Dopo quella confessione
liberatoria, Eva si sentiva meglio, libera da quelle catene che la
attanagliavano ogni giorno da quando c’erano i gemelli.
Bill si era addormentato
fra le
sue braccia, dove era anche in quel momento, che riposava al sicuro,
protetto.
La ragazza
guardò la sveglia
accanto a sé, sul comodino. Era tardi, e lei doveva andare.
Si alzò e prese
Bill in braccio, attenta a non fargli male alla testa. Non si era mai
resa
conto di quanto pesasse in realtà! Era tanto magro, ma
trasportarlo non era una
passeggiata.
Lo portò in
salotto, sul divano
letto dove c’era il gemello che se la dormiva alla grande. Lo
appoggiò
delicatamente e lo coprì con il piumone. Tornò in
camera a prendere la borsa e
quando tornò diede un’ultima occhiata ai gemelli.
Dormivano, vicini, Tom
completamente scoperto, con una mano sul petto e l’altra sul
cuscino.
Muovendosi, aveva scoperto anche il povero Bill.
Eva sorrise e scosse
piano la
testa, avvicinandosi di nuovo al letto. Li coprì di nuovo,
rimboccandoli bene,
vedendo un piccolo sorriso sulle labbra di Bill. Gli
accarezzò i capelli scuri,
spostandoli, e lo baciò leggera sulla fronte. Fece il giro
del letto e fece lo
stesso con Tom, accarezzandogli però la guancia.
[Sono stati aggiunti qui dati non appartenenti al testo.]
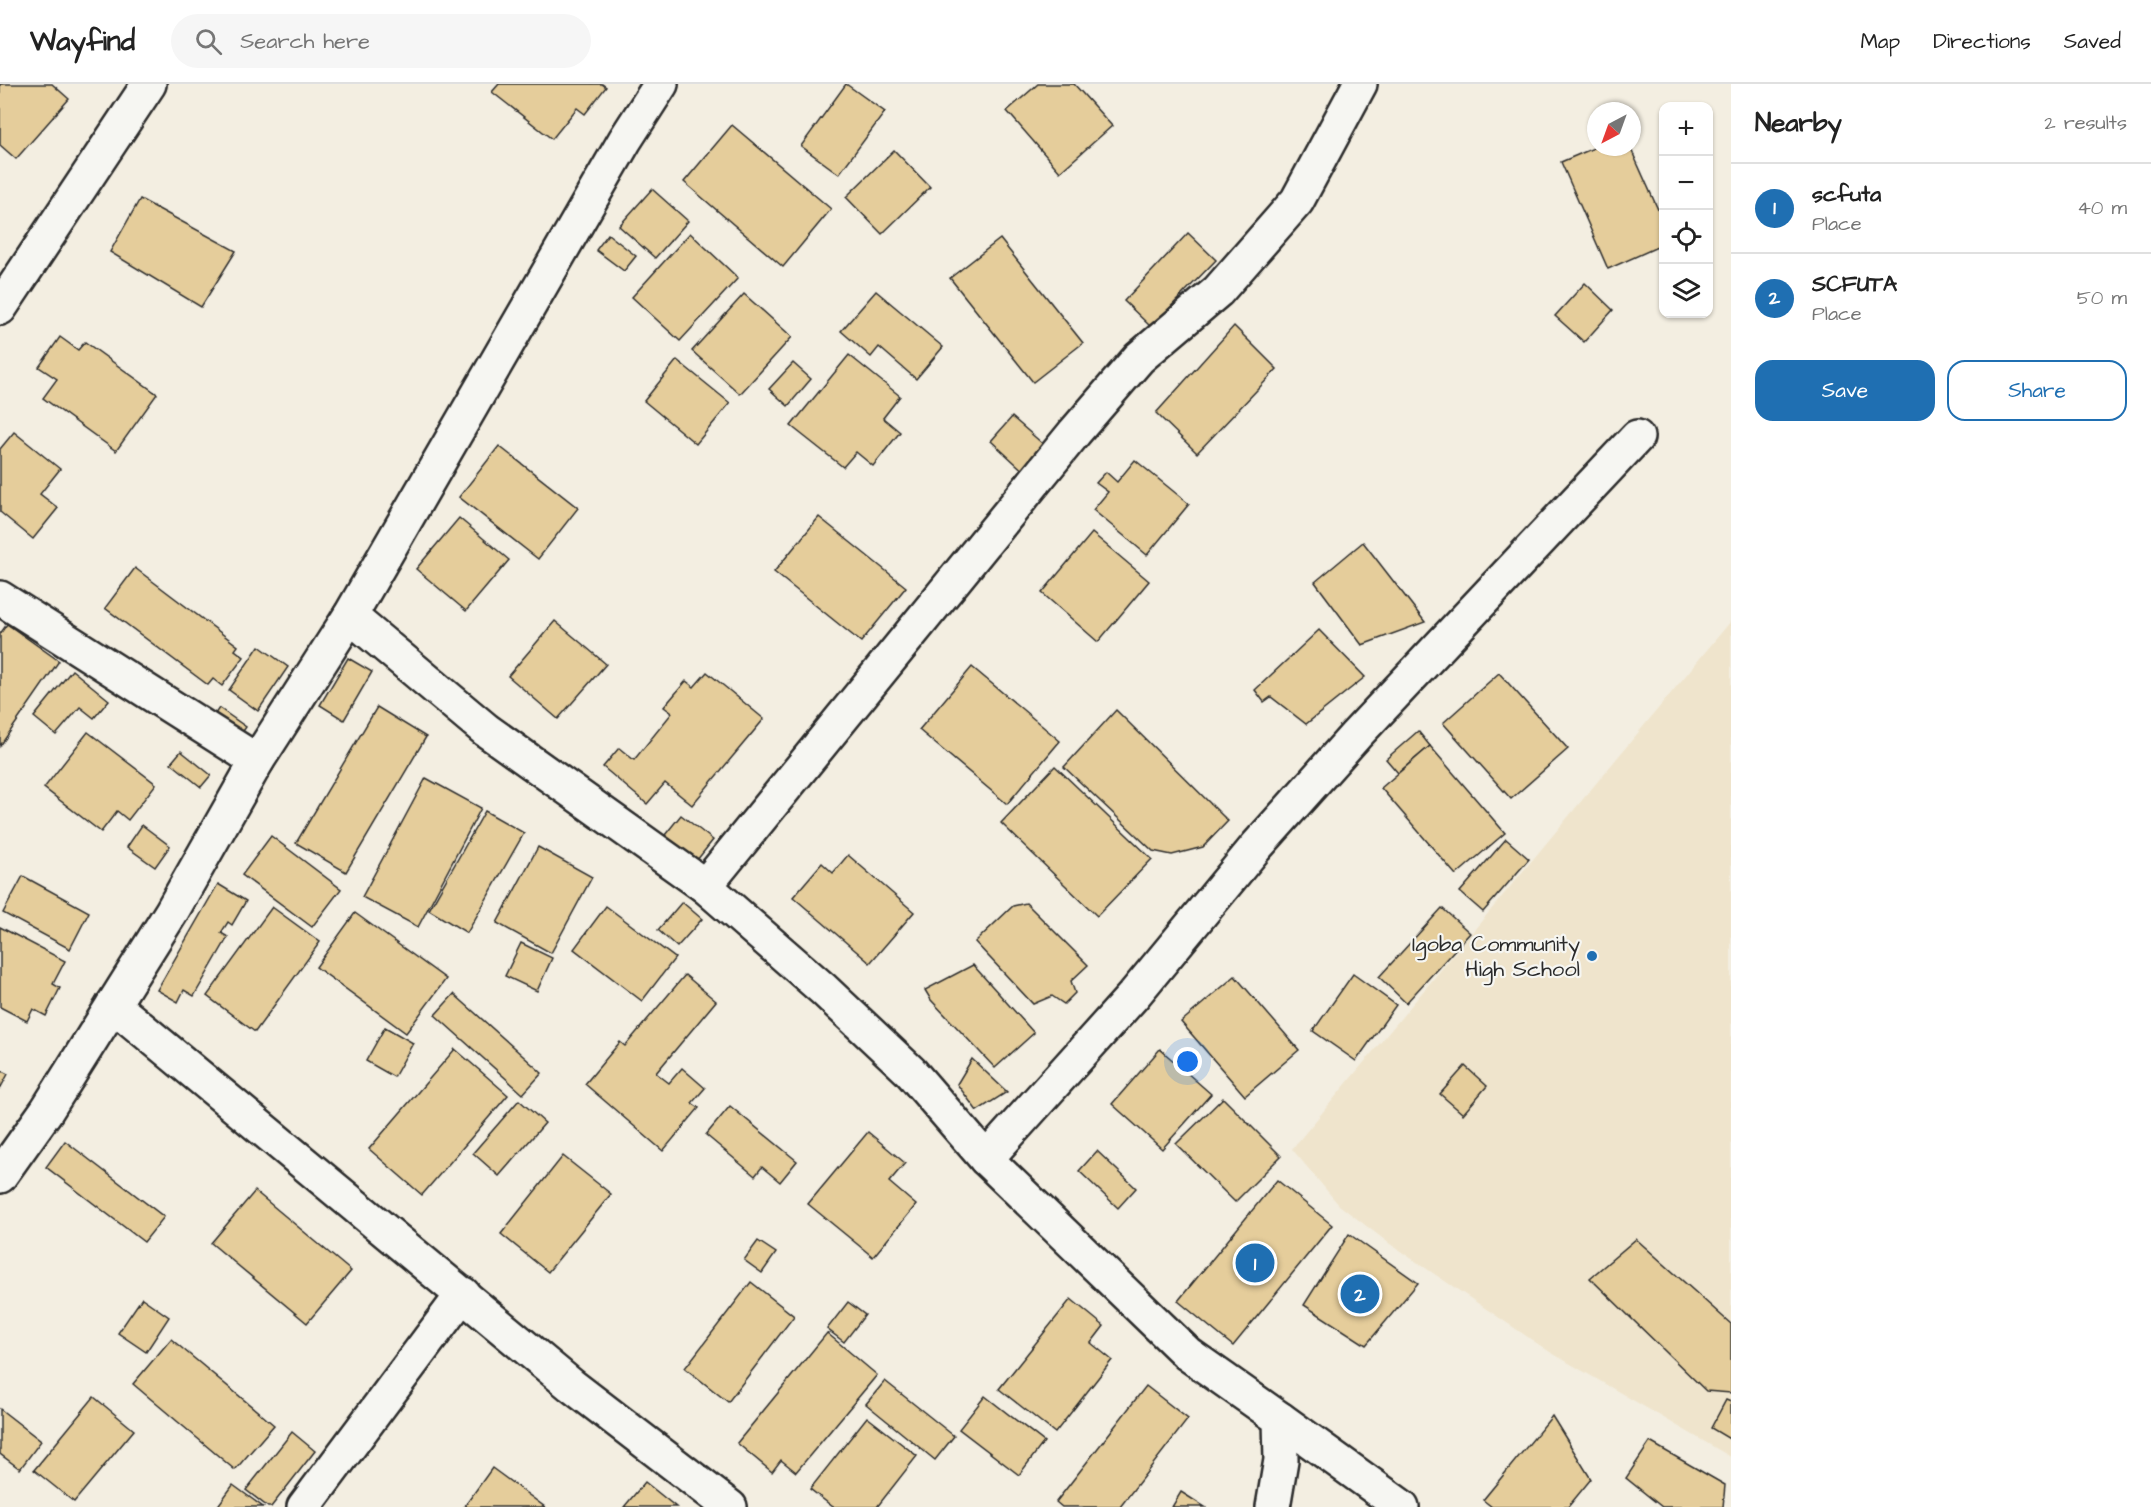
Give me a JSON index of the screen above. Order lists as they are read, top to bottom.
{
  "places": ["Igoba Community High School"],
  "north": "bottom left",
  "page": {
    "header": "Wayfind",
    "search": "Search here",
    "nav": ["Map", "Directions", "Saved"],
    "heading": ["Nearby", "2 results"],
    "map_buttons": ["+", "−"],
    "list": [
      {
        "mark": "1",
        "name": "scfuta",
        "note": "Place",
        "value": "40 m"
      },
      {
        "mark": "2",
        "name": "SCFUTA",
        "note": "Place",
        "value": "50 m"
      }
    ],
    "buttons": ["Save", "Share"],
    "pins": ["1", "2"]
  }
}
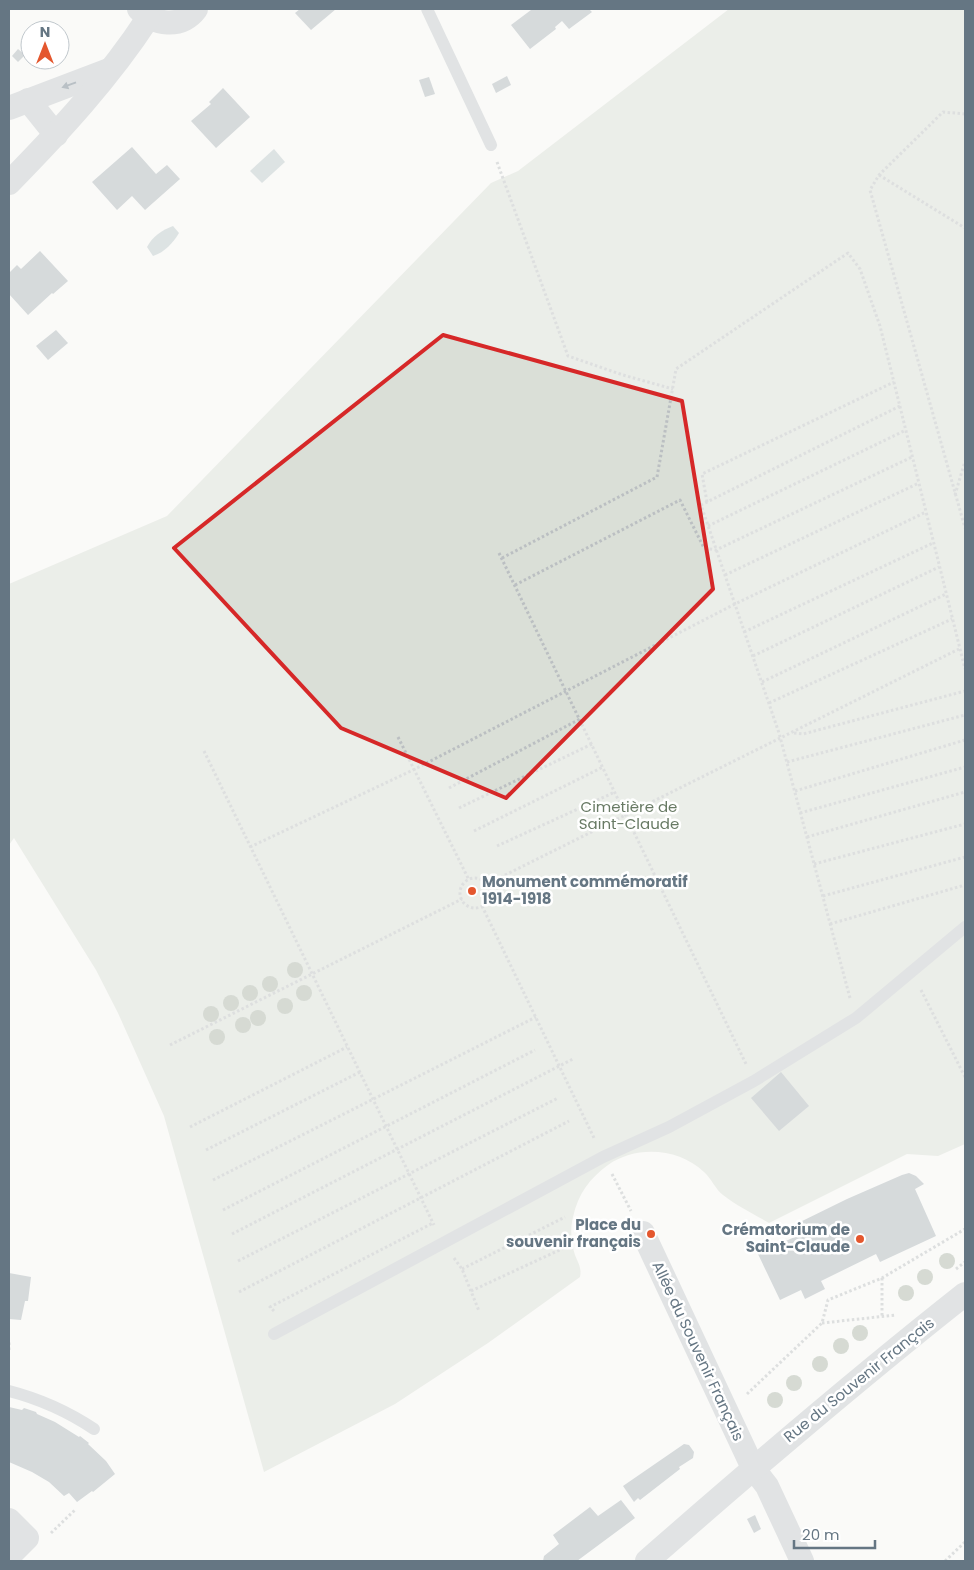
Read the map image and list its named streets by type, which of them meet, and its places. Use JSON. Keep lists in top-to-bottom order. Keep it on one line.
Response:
{"streets":{"street":["Allée du Souvenir Français","Rue du Souvenir Français"]},"crossings":[["Allée du Souvenir Français","Rue du Souvenir Français"]],"parks":["Cimetière de Saint-Claude"],"places":["Monument commémoratif 1914-1918","Place du souvenir français","Crématorium de Saint-Claude"],"scale_bar":"20 m","north":"top"}
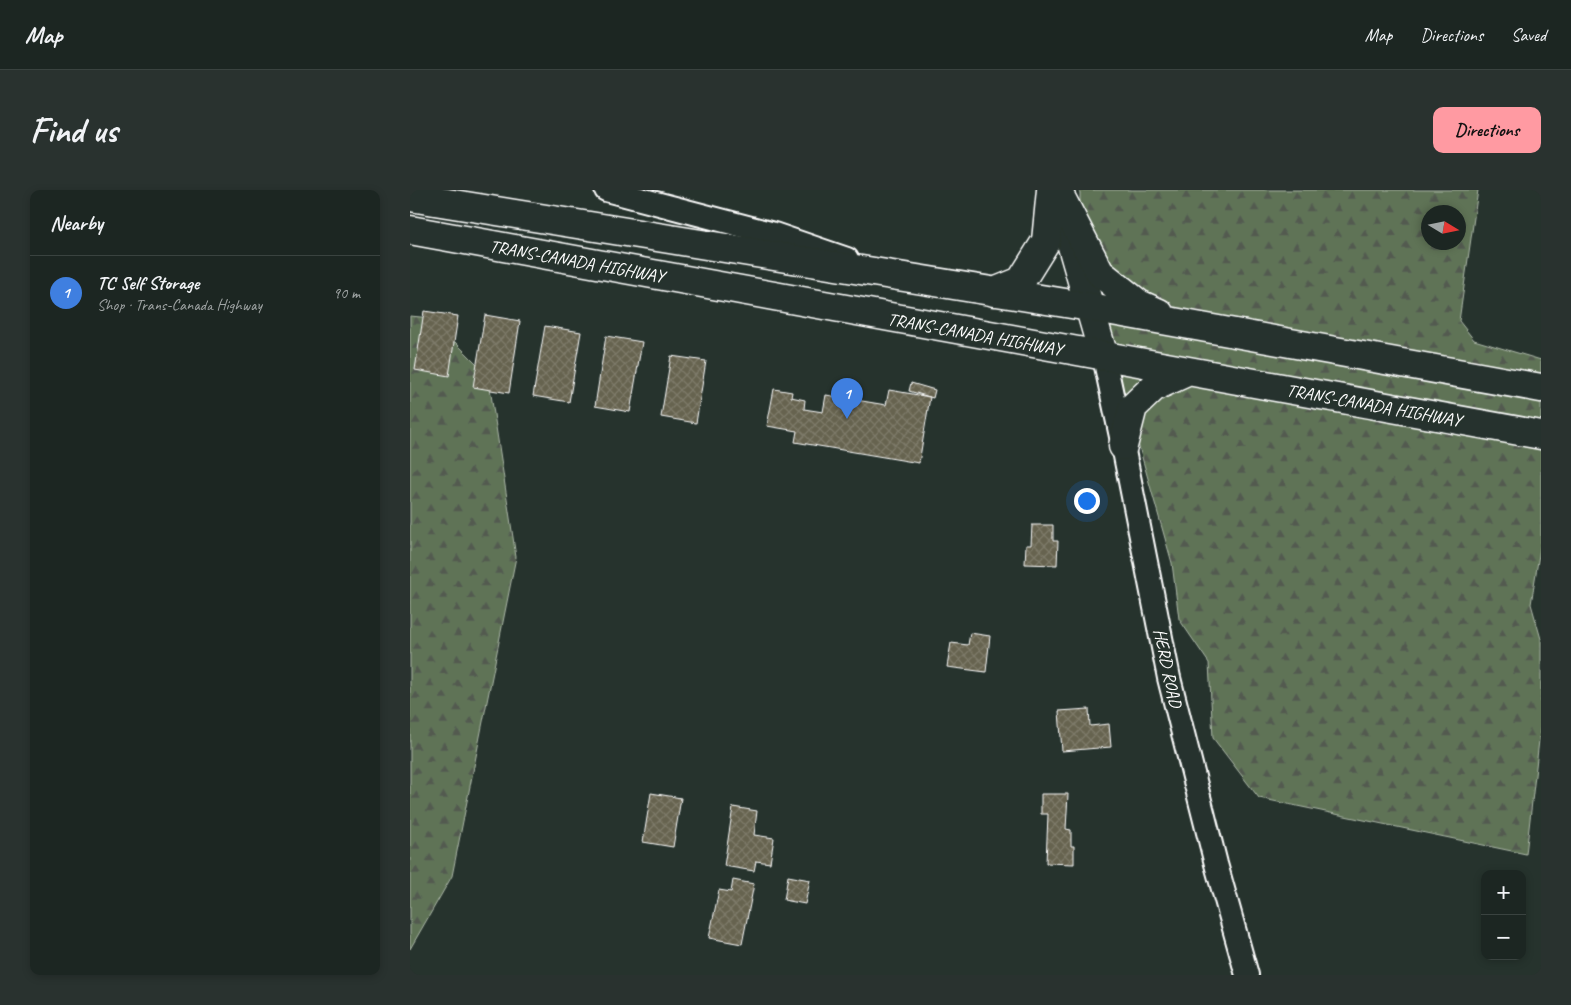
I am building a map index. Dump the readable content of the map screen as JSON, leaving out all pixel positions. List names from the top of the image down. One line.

Si
allontanò e quando aprì la
porta, la voce ancora addormentata del maggiore, Tom, la fece girare.
“Dove
vai?”, le chiese, alzando
di poco la testa dal cuscino. Eva si avvicinò di nuovo e si
sporse su Tom,
sorridendo addolcita.
“Tom, dormi,
è tardi”, gli
sussurrò, chiudendogli poi gli occhi con la mano,
regalandogli un altro bacio
sulla guancia.
Tom si lasciò
andare e tornò nel
mondo dei sogni, allora Eva uscì di casa.